Марко поднажал на педали, все его мысли занимала Элизабетта. Он был в нее влюблен, а она держалась с ним будто с другом, как обычно. Марко посадил Анджелу на свой велосипед, а Элизабетта и бровью не повела. Марко оказался в тупике, девочки никогда так с ним не обращались. Выбор у него был, но он хотел заполучить Элизабетту. Она красивая, что само по себе уже достаточная причина, но Марко нравился ее пыл, ее сила, огонь, который в ней горел. Она имела мнение насчет всего на свете и была очень умна, и вела себя с Марко так, словно тот был ей равен по интеллекту. Марко готов был на все, чтобы ее завоевать, он оказался у любви в плену.

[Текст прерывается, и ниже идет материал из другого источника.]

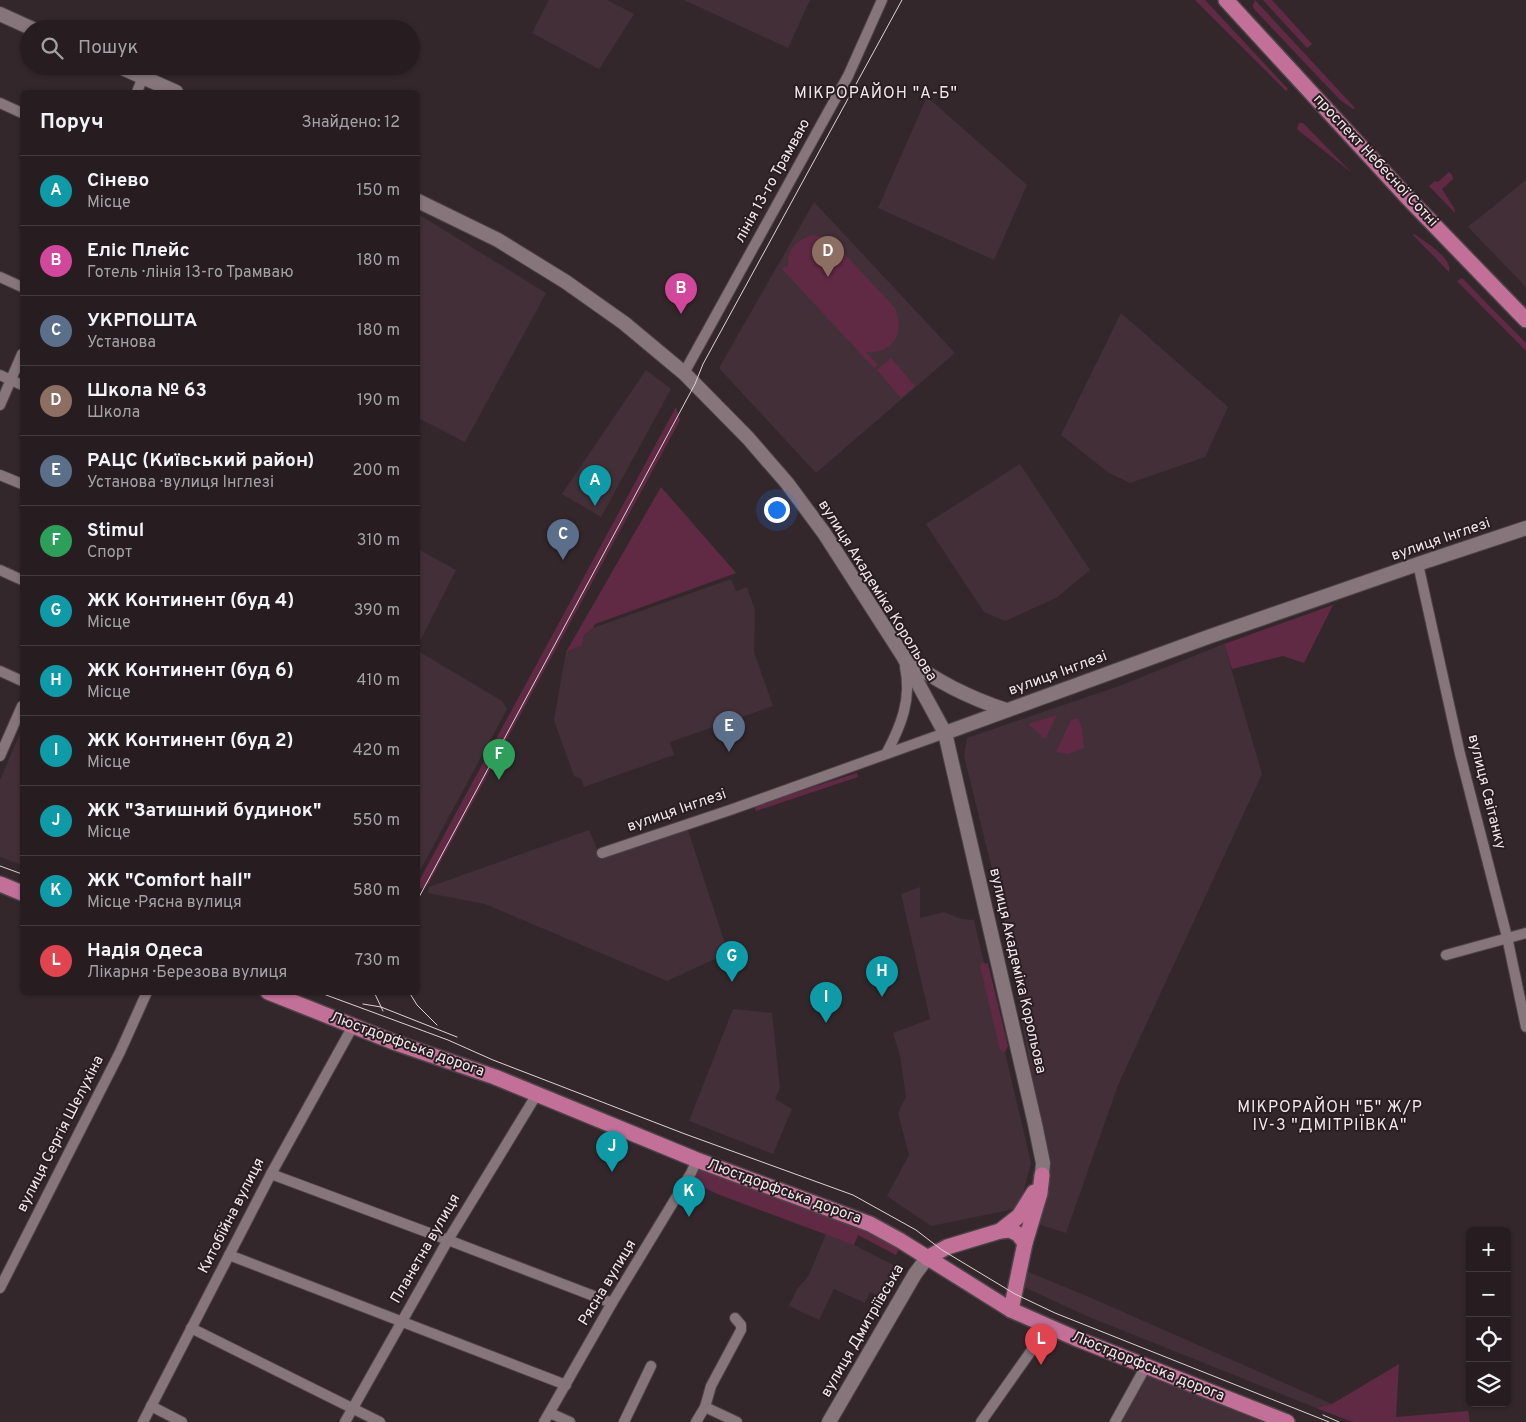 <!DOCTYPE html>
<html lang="uk">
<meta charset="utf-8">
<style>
:root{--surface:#271d21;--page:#332a2e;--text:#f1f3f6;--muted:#a4a2a5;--line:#433b3f;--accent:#2563eb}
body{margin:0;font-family:Overpass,sans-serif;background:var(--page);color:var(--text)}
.controls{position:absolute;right:15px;bottom:15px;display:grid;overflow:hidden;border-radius:8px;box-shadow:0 1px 4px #0004}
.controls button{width:45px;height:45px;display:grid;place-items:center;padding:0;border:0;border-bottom:1px solid var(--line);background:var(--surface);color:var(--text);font:25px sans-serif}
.you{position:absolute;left:776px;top:509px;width:18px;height:18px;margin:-12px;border:4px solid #fff;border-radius:50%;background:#1a73e8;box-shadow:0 0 0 8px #1a73e833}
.badge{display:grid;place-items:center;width:32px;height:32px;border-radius:50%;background:var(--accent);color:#fff;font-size:16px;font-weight:700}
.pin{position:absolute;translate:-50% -41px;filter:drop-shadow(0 1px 2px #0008)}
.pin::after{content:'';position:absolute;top:26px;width:18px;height:15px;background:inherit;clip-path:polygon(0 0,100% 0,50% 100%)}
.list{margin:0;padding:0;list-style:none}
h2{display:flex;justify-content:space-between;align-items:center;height:65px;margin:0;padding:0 20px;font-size:21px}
h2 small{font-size:16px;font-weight:400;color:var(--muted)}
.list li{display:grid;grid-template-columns:32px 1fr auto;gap:15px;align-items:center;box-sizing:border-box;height:70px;padding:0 20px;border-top:1px solid var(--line)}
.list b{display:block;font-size:19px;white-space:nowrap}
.list p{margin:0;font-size:16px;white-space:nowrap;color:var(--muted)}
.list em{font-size:16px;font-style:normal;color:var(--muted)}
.icon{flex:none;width:28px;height:28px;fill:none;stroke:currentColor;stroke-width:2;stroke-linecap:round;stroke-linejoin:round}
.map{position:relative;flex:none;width:1526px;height:1422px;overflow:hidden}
.search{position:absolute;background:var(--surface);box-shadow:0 1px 4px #0004;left:20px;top:20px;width:400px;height:55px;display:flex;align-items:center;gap:12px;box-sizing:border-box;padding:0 18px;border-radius:28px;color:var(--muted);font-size:19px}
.panel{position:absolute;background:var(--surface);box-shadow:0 1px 4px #0004;left:20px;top:90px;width:400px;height:905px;border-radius:8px}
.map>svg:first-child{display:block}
</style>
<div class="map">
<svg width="1526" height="1422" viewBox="0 0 1526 1422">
<rect width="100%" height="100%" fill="#34272c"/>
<g fill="#432f37">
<polygon points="549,0 607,0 634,14 599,69 532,33"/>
<polygon points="684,0 810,0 788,48"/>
<polygon points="927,97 1027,185 994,260 878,208"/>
<polygon points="1526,180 1526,287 1468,227"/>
<polygon points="814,202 955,353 816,473 719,368"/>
<polygon points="418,214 546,293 465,442 418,418"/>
<polygon points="1121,313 1228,407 1205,457 1130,483 1109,473 1061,435"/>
<polygon points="646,370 671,389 601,517 562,494"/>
<polygon points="1020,464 1090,570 1056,598 1005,621 984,612 926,524"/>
<polygon points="418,549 456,570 418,645"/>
<polygon points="731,579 736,591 747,587 755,610 754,652 773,706 670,742 674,755 584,787 581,779 574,776 554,720 566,652 582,646 584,635 593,628"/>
<polygon points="1224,644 1262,774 1118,1085 1066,1233 1038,1224 1050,1182 1004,918 964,756 967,738 1122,685"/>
<polygon points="418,651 502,701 507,709 418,874"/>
<polygon points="22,729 22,865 0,857 0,780"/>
<polygon points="687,827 728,953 667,981 485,904 428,893 429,887 589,830 600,856"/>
<polygon points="920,887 920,918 944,912 961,919 974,920 1031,1163 1019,1208 931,1226 887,1196 909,1155 898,1113 906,1097 900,1056 893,1033 930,1019 901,894"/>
<polygon points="733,1009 772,1013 780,1088 775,1099 792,1109 773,1154 689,1121"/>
<polygon points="826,1234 854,1245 901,1269 886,1299 870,1292 865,1303 834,1289 819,1320 789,1306 797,1289 808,1277"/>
<polygon points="1026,1271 1089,1297 1332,1404 1316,1408 1089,1317 1024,1287"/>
<polygon points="1145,1374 1262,1422 1117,1422"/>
</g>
<g fill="#602a44">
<polygon points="1195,0 1205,0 1288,89 1286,91"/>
<polygon points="1255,0 1355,108 1353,109 1340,100 1254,9 1253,5"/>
<polygon points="1263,0 1272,0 1312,44 1307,48"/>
<polygon points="1299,123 1303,123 1352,173 1298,130 1297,128"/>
<polygon points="1449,172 1452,175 1453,179 1442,189 1454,208 1455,213 1429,186 1435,181 1438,182"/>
<path d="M1414,234C1424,241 1453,258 1449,272L1413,235Z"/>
<path d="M814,235L831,239L895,308C905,332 894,354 866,352L878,365L874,368L782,269L785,266L788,267C786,250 798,238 814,235Z"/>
<polygon points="1462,278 1526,343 1526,351 1457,281"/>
<polygon points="891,358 915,386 901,398 877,370"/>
<polygon points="676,407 680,420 429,883 423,888 418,889 418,883"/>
<polygon points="661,487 736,573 595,624 593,628 584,635 582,646 566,652"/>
<polygon points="1333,605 1304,663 1283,656 1232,669 1224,644"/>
<polygon points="1057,715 1045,739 1028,724"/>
<polygon points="1078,718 1082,728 1084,748 1068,754 1056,752 1071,720"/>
<polygon points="857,773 858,777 756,811 754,806"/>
<polygon points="982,962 988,964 1008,1046 1005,1052 1000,1050 999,1046 980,966"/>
<polygon points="700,1165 862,1230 899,1249 896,1255 858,1235 854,1245 720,1195 694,1183"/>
<polygon points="1399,1364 1396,1417 1468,1411 1470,1422 1353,1422 1316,1408 1332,1404"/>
</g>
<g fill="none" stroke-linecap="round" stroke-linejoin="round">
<defs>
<g id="minor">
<polyline points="137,92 143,77"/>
<polyline points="0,103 22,113"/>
<polyline points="0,277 22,287"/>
<polyline points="684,373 848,76 882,0"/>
<polyline points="0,375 22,385"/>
<polyline points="0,405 22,354"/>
<polyline points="0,475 22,484"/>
<polyline points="1418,564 1460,754 1507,937 1526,1027"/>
<polyline points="0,570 22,580"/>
<polyline points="0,671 22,681"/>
<path d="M886,754C901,726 912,699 905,667"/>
<polyline points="0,756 22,706"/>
<polyline points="602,853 730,810 945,733"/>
<polyline points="1446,955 1526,933"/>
<polyline points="271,1174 448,1240 612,1303"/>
<polyline points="229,1255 566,1385"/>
<polyline points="0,1288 120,1052 147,992"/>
<polyline points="191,1328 380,1422"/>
<polyline points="151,1406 182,1422"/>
<polyline points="705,1407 711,1386 741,1330 741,1325 735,1318"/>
<polyline points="550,1413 570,1422"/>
<polyline points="143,1422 271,1174 353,1026"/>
<polyline points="345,1422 448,1240 537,1094"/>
<polyline points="544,1422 612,1303 691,1173 697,1160"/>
<polyline points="624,1422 651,1366"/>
<polyline points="696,1422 705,1407 737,1422"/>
<polyline points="981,1422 1048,1327"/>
<polyline points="1115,1422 1146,1366"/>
</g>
<g id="secondary">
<polyline points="0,14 33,29"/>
<polyline points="118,66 176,92"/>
<polyline points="418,201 498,240 566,282 624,323 684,373 748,438 787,483 824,533 903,656 945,733 1035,1124 1043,1163 1042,1175"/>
<path d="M907,659C937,682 970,698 1006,710"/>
<polyline points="945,733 1208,637 1418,564 1526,528"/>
<polyline points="829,1422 915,1274 927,1258"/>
</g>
<g id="primary">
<polyline points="1226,0 1407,197 1526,320"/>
<polyline points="0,884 22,893"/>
<polyline points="268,992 396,1043 495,1077 697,1160 870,1224 901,1241 1011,1310 1075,1338 1287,1422"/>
<polyline points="1000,1231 1019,1216 1034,1192"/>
<polyline points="927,1258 947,1247 1000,1231 1010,1230 1018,1234 1025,1243"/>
<polyline points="1011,1310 1025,1243 1040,1193 1042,1175"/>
</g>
</defs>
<use href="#minor" stroke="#4e4348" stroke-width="12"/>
<use href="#secondary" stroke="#4e4348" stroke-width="16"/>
<use href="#primary" stroke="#4e4348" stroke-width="18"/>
<use href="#minor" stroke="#86767c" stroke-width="10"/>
<use href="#secondary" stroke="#86767c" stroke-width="14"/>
<use href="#primary" stroke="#c27098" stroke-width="15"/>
<g stroke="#dcd3d7" stroke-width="1">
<polyline points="0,866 22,874"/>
<polyline points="418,899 695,384 703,364 902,0"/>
<polyline points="318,992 448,1040 493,1060 685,1134 853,1195 916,1230 942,1250 1015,1294 1055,1313 1329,1422"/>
<polyline points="374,992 383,1011"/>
<polyline points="409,992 417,1005 437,1025"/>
<polyline points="363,1004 381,1007 457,1037"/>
<polyline points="1323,1415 1339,1422"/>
</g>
</g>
<g text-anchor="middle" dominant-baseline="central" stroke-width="4" stroke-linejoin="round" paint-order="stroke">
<g font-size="15" fill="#f0e7eb" stroke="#2a1d22">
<text transform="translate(1375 161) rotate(47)">проспект Небесної Сотні</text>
<text transform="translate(773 181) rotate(-61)">лінія 13-го Трамваю</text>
<text transform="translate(1441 540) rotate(-19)">вулиця Інглезі</text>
<text transform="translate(877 591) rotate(58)">вулиця Академіка Корольова</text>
<text transform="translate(1058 674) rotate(-20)">вулиця Інглезі</text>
<text transform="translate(1486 792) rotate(76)">вулиця Світанку</text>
<text transform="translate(677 811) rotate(-19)">вулиця Інглезі</text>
<text transform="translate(1017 971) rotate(77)">вулиця Академіка Корольова</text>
<text transform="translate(407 1045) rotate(20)">Люстдорфська дорога</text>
<text transform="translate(61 1134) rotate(-63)">вулиця Сергія Шелухіна</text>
<text transform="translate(784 1192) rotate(20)">Люстдорфська дорога</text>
<text transform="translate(232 1216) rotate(-63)">Китобійна вулиця</text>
<text transform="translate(426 1249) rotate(-60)">Планетна вулиця</text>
<text transform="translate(608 1283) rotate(-59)">Рясна вулиця</text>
<text transform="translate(863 1331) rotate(-60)">вулиця Дмитріївська</text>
<text transform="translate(1148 1367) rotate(22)">Люстдорфська дорога</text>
</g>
<g font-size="16" letter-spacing="1" fill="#f0e7eb" stroke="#2a1d22">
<text x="876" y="94">МІКРОРАЙОН "А-Б"</text>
<text x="1330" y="1108">МІКРОРАЙОН "Б" Ж/Р<tspan x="1330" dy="18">IV-3 "ДМІТРІЇВКА"</tspan></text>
</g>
</g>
</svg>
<div class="controls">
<button>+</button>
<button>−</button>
<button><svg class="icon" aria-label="locate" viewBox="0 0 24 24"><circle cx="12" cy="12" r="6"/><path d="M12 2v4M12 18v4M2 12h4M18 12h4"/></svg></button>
<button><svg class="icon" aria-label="layers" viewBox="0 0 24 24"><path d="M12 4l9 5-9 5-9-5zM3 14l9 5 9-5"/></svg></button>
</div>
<div class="you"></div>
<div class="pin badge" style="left:595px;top:506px;background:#0f9aa8">A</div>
<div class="pin badge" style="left:681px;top:314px;background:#d1479c">B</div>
<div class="pin badge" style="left:563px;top:560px;background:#5c6f8a">C</div>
<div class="pin badge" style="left:828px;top:277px;background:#8d6e63">D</div>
<div class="pin badge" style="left:729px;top:752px;background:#5c6f8a">E</div>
<div class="pin badge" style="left:499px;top:780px;background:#2e9e5b">F</div>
<div class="pin badge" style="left:732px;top:982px;background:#0f9aa8">G</div>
<div class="pin badge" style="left:882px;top:997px;background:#0f9aa8">H</div>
<div class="pin badge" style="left:826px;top:1023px;background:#0f9aa8">I</div>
<div class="pin badge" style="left:612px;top:1172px;background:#0f9aa8">J</div>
<div class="pin badge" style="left:689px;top:1217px;background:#0f9aa8">K</div>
<div class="pin badge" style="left:1041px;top:1365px;background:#e0444e">L</div>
<div class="search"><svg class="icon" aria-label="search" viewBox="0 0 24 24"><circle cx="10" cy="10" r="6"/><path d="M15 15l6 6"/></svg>Пошук</div>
<section class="panel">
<h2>Поруч<small>Знайдено: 12</small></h2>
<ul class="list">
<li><span class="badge" style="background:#0f9aa8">A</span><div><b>Сінево</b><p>Місце</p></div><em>150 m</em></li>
<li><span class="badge" style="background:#d1479c">B</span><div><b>Еліс Плейс</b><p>Готель · лінія 13-го Трамваю</p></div><em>180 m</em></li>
<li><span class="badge" style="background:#5c6f8a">C</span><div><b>УКРПОШТА</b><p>Установа</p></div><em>180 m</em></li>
<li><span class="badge" style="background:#8d6e63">D</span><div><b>Школа № 63</b><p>Школа</p></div><em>190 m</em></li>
<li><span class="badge" style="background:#5c6f8a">E</span><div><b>РАЦС (Київський район)</b><p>Установа · вулиця Інглезі</p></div><em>200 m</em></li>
<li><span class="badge" style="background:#2e9e5b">F</span><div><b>Stimul</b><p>Спорт</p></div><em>310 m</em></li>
<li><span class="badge" style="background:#0f9aa8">G</span><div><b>ЖК Континент (буд 4)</b><p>Місце</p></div><em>390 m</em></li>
<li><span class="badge" style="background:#0f9aa8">H</span><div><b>ЖК Континент (буд 6)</b><p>Місце</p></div><em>410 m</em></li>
<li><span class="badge" style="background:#0f9aa8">I</span><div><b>ЖК Континент (буд 2)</b><p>Місце</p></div><em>420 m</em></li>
<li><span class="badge" style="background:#0f9aa8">J</span><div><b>ЖК &quot;Затишний будинок&quot;</b><p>Місце</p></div><em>550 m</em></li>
<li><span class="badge" style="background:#0f9aa8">K</span><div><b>ЖК &quot;Comfort hall&quot;</b><p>Місце · Рясна вулиця</p></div><em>580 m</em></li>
<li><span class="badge" style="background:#e0444e">L</span><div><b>Надія Одеса</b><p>Лікарня · Березова вулиця</p></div><em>730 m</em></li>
</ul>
</section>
</div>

Он вспомнил, что видел сегодня с ней у реки Сандро, они стояли необычно близко друг к другу, словно обсуждали что-то важное или обменивались секретами. Марко грызла тревога, он даже ощутил легкий укол зависти, подумав о связи между Сандро и Элизабеттой, ведь они всегда могли поболтать о книгах и всяком таком. Но Марко знал, что ребята всего лишь друзья, к тому же у Сандро не было опыта в обращении с девочками.